YOUR GOAL: Reproduce the section of the listing that begins at the line containing "ctx.stroke(path);" and finishes at the line containing "ctx.textAlign = isNaN(turn)". Include both end lines and nothing beyond them.
++++++
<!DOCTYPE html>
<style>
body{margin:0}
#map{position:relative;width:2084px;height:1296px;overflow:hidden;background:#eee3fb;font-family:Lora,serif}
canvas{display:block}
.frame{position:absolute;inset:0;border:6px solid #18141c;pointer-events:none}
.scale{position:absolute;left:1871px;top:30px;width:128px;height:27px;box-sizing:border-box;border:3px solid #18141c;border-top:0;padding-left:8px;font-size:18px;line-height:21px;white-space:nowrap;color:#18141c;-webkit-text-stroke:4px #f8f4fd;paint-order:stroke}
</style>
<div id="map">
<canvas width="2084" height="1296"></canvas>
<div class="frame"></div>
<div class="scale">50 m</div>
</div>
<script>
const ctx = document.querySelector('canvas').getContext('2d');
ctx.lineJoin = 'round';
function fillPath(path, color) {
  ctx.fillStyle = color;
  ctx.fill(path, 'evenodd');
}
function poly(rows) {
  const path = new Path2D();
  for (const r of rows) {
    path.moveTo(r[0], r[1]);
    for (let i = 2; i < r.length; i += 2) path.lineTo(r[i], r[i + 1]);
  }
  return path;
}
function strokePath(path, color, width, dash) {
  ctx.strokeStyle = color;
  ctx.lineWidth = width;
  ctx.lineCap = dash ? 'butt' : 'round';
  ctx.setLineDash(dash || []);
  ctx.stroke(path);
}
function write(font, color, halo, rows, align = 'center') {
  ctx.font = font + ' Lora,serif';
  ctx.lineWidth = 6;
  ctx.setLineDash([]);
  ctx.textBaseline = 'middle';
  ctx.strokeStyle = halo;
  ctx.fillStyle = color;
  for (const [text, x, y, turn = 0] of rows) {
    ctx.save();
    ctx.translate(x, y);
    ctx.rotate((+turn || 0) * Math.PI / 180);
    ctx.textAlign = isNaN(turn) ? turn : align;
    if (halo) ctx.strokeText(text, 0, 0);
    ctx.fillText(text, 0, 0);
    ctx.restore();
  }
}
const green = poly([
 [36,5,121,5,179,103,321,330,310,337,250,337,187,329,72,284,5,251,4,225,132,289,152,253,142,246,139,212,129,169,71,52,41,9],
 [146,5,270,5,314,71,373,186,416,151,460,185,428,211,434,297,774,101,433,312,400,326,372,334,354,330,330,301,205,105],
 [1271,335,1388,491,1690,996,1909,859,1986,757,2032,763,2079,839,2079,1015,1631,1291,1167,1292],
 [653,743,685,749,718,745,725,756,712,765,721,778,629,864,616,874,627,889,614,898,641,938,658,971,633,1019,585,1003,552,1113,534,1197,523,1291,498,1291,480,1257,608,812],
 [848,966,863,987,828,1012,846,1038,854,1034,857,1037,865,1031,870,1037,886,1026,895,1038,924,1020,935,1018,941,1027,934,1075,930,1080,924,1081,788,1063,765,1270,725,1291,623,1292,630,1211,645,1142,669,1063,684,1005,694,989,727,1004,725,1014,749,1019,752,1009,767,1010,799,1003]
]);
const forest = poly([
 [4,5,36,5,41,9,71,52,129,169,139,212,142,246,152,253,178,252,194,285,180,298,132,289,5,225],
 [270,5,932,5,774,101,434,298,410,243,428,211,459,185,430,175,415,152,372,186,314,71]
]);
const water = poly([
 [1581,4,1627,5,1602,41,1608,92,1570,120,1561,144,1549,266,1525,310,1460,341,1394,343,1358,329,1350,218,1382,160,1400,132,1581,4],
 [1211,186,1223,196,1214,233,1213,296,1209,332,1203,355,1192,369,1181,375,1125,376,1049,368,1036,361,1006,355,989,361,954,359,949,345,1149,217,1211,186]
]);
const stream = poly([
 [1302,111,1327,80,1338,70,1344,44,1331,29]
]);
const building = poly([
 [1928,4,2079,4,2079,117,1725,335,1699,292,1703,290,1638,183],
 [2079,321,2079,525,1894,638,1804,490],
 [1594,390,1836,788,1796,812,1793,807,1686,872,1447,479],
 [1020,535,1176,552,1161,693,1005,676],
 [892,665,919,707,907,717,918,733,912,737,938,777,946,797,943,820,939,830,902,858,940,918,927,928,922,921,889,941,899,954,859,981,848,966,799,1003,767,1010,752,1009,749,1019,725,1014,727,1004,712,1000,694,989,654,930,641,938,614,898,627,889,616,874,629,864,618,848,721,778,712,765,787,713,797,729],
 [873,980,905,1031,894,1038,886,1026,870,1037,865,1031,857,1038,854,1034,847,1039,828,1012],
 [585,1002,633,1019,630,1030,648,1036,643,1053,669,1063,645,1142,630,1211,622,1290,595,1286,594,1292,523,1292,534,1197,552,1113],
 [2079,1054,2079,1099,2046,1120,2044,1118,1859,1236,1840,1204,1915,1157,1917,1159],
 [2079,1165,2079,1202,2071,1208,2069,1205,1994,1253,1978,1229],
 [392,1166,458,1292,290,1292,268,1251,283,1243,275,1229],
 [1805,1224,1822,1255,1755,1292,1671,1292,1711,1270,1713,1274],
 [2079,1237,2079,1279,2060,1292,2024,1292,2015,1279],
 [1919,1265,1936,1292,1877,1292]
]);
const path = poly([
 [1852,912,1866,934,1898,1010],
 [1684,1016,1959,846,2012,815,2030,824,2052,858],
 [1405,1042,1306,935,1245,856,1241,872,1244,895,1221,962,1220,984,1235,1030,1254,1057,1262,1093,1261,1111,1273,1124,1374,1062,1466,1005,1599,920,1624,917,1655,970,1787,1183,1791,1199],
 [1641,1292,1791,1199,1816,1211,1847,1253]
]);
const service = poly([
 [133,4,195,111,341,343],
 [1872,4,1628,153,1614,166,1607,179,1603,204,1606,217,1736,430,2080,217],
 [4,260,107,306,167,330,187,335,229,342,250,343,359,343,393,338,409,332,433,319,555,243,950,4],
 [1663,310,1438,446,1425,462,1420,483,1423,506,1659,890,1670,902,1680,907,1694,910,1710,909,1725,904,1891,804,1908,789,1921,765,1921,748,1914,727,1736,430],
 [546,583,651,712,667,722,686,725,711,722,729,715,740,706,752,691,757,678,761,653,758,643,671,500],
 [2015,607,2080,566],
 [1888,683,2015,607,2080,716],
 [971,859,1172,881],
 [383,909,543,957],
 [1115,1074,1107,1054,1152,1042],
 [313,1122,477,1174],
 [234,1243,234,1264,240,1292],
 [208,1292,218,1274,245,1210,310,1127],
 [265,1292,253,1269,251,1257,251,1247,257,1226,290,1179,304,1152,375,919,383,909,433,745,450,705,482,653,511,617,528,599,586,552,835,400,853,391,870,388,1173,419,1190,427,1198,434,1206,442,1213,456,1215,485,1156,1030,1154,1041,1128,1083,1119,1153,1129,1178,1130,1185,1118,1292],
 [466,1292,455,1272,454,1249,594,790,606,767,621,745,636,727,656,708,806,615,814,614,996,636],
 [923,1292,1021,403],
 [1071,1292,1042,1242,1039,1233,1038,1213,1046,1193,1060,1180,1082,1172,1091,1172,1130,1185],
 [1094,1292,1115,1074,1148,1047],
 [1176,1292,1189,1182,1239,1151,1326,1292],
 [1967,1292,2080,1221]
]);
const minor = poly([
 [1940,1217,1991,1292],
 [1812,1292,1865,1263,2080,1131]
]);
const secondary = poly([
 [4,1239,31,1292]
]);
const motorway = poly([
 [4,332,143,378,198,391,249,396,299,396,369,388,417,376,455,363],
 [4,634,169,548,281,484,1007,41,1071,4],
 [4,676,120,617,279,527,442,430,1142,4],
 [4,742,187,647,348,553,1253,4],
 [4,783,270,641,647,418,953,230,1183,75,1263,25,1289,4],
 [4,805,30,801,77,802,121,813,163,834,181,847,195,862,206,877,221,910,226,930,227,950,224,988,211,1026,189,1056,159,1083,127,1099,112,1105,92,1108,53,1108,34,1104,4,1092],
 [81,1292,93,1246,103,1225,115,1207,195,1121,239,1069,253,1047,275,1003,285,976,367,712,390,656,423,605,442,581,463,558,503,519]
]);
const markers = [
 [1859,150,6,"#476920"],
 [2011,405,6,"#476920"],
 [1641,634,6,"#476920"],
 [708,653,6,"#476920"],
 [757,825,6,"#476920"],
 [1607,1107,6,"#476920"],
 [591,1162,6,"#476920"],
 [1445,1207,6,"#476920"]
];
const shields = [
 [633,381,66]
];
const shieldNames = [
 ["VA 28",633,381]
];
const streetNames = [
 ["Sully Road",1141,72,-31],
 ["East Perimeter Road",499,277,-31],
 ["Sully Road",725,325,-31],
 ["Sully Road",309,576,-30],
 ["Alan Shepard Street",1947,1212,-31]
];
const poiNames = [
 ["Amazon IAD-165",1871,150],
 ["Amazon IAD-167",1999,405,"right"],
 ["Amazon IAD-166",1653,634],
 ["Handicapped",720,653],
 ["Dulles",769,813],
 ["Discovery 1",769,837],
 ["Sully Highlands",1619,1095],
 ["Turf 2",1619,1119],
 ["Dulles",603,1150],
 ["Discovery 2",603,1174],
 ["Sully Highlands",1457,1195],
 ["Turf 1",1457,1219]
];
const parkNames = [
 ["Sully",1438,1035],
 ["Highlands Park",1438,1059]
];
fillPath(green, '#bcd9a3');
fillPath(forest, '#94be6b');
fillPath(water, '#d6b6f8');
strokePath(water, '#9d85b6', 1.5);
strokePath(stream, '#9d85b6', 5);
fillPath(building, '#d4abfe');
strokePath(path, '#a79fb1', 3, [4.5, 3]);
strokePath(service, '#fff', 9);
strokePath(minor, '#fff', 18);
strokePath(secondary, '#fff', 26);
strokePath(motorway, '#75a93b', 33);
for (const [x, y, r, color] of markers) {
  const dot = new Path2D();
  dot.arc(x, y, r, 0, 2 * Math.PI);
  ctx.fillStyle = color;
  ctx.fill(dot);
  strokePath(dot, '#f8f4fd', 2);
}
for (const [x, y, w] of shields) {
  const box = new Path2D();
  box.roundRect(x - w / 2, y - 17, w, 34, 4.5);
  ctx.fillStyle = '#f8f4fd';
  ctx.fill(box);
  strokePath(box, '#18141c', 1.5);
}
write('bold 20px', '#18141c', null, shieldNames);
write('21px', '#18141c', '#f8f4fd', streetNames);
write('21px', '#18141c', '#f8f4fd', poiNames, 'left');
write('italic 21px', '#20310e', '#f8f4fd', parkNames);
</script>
++++++
EXERCISE RESULT:
  ctx.stroke(path);
}
function write(font, color, halo, rows, align = 'center') {
  ctx.font = font + ' Lora,serif';
  ctx.lineWidth = 6;
  ctx.setLineDash([]);
  ctx.textBaseline = 'middle';
  ctx.strokeStyle = halo;
  ctx.fillStyle = color;
  for (const [text, x, y, turn = 0] of rows) {
    ctx.save();
    ctx.translate(x, y);
    ctx.rotate((+turn || 0) * Math.PI / 180);
    ctx.textAlign = isNaN(turn) ? turn : align;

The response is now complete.